Riding the “No Water Change” Movement

A massive cultural shift is underway. Millions of aquarists are actively trying to build self-sustaining ecosystems.

Viral Content Signal

Videos of aquariums running 500+ days without water changes accumulate millions of views on YouTube and TikTok.

Millennial Alignment

30% of pet-owning households are Millennials — digitally native, subscription-ready, prefer eco-friendly solutions.

Go-To-Market Segments

Freshwater

Crystal-clear water, zero effort. $24.95/mo replaces $500+/yr in chemicals.

Marine & Reef

Protect your $10K reef. Industrial-grade stability that eliminates coral-killing nitrates and phosphates.

Koi Ponds

Replace gallon jugs and the sulfur stench. 30ml replaces $2K/yr in maintenance.

The Investment Opportunity

$350K Funds a Defensible Subscription Engine

Proven Science

18 years of industrial deployment across aquaculture, wastewater, and agricultural lagoons.

Massive Market

13M aquatic + 21.7M septic households. Less than 0.1% of SAM captured by Y5.

Differentiated Product

Only product delivering complete denitrification + phosphate removal in a 30ml format.

$5.25M
5-Yr Revenue (Base)
7.7×
Sub LTV:CAC
4.3mo
CAC Payback
$215
Sub LTV

The product works. The market is real. The unit economics are disciplined and traceable.
$350K funds the customer acquisition runway. The subscription engine does the rest.

Prepared by Spot Marketing — May 2026

Sources & Methodology

Assumptions. Sourced & Traceable.

Market Sizing & Household Data

[1] APPA 2024 Fish & Reptile Owner Insight Report / 2024-2025 National Pet Owners Survey.

[2] Grand View Research — U.S. Ornamental Fish Market ($1.68B 2024 → $2.83B 2030, 9.1% CAGR).

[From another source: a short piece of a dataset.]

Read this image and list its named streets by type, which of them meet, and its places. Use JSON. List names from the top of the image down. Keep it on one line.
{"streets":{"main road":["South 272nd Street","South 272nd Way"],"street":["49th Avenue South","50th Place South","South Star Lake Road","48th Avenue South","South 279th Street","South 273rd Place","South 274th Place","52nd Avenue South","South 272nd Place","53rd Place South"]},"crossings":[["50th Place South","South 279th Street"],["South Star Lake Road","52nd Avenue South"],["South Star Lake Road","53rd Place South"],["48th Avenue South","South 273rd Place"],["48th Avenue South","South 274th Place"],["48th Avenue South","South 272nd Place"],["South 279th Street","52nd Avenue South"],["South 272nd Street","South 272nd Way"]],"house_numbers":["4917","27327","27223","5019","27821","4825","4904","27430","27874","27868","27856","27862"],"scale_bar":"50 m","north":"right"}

[3] The Business Research Company — Global Koi Market Report ($2.89B 2025).

[4] EPA Report to Congress / US Census American Housing Survey (21.7M septic households).

[5] IBISWorld — US Septic, Drain & Sewer Cleaning Services (Industry 4710, 2025).

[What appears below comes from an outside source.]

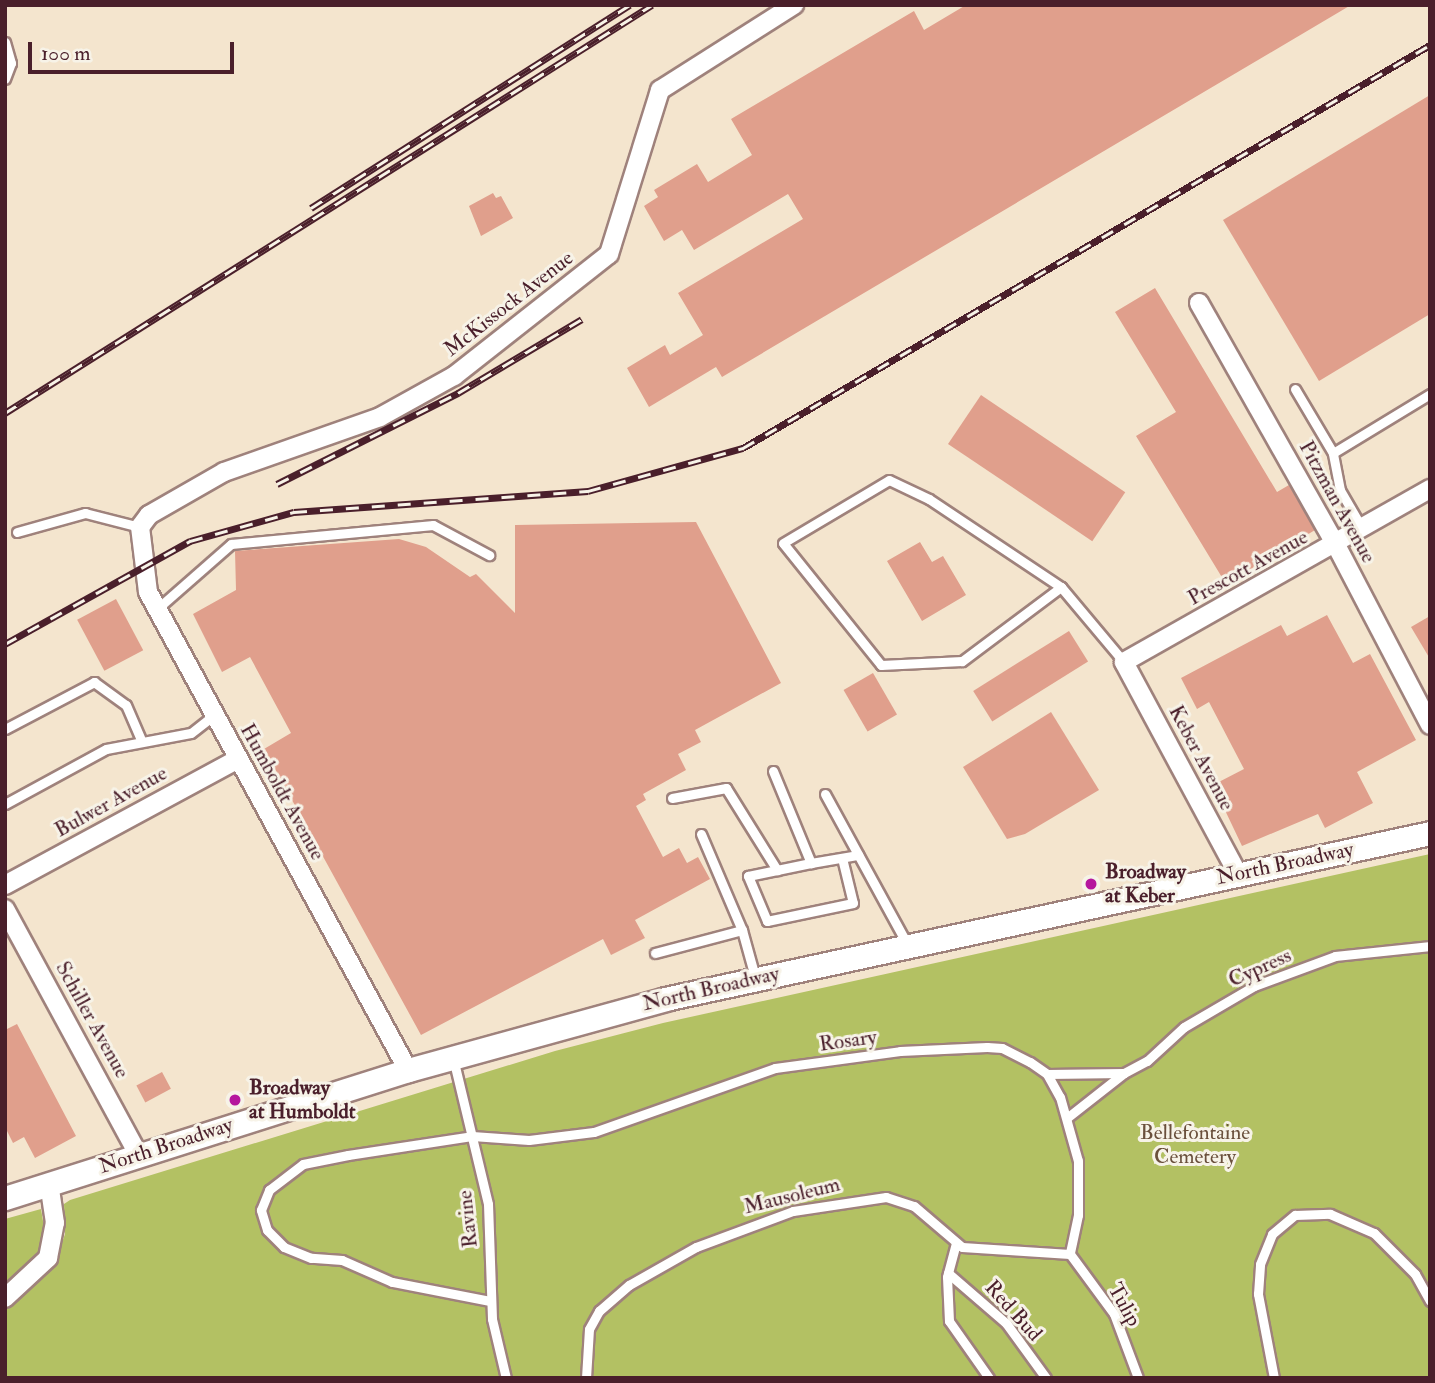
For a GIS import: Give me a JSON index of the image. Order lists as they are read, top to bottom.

Competitor & Product References

[6] Seachem Stability 500ml retail pricing — Walmart & Saltwater Aquarium.com, April 2026.

[7] Seachem Laboratories, Stability product documentation: bacterial supplement that helps establish biological filtration — not fully denitrification.

[8] API Quick Start 473ml retail pricing — Amazon, Walmart, April 2026.

[9] Dr. Tim's One & Only 60–120ml retail pricing — Amazon, Petco, Chewy, April 2026.

Subscription Economics & Benchmarks

[10] Recurly 2024 Churn Benchmarks (Consumer Goods & Retail). 3% monthly = defensible midpoint between Recurly's all-industry median (2.5%) and Consumer Goods median (6.5%). Reconciles to meeting's 4,300-of-5,000 EOY active example.

[11] Y1 CAC scenarios: $20 Bull = bottom-up channel mix (Google $16, TikTok $20, FB/IG/YT $24, weighted $20.27). $28 Base = 40% premium over channel math for Y1 ramp realities. $36 Bear = soft channel ramp scenario (29% above base, reflects slower-than-expected efficiency gains in Y1). CAC improves 5%/yr in all scenarios as channels mature.

[12] Andreessen Horowitz, "Why Do Investors Care So Much About LTV:CAC?" — 3× threshold, 12-month payback DTC subscription benchmarks.

Modeling Methodology

Customer Funnel: Ad spend ÷ CAC = total customers. 75% buy 1 bottle one-time at $29.95 (customer pays $8.95 shipping). 25% convert to Subscribe & Save at $24.95/mo with free shipping (we absorb ~$6/bottle carrier cost).

Sub Cohort Model: Monthly resolution. New subs acquired evenly across 12 months. Active subs ship 1 bottle/month. Monthly churn applied end-of-month.

Cost Structure (per investor request): True COGS $6 separated from operations. Management 13% + Operations 8% (Shopify + fulfillment) + Spot 5% commission = 26% of sale, all variable on revenue.

Shipping Treatment: One-time orders charge $8.95 shipping (carrier cost ~$6 → +$2.95 net contribution included in unit econ). Subscriptions receive free shipping; we absorb $6/bottle carrier cost as a retention investment.

LTV Formula: Sub contribution/bottle ($6.46, net of free-ship absorption) ÷ monthly churn (3%) = $215.43.

Marketing Growth: 5% YoY total marketing investment per Spot engagement terms. Spot retainer fixed at $45K/yr; ad spend absorbs growth.

Prepared by Spot Marketing for AquaBella Organic Solutions / USA Ag Imports. Projections represent forward-looking estimates. Actual results vary based on execution, market conditions, and realized unit economics.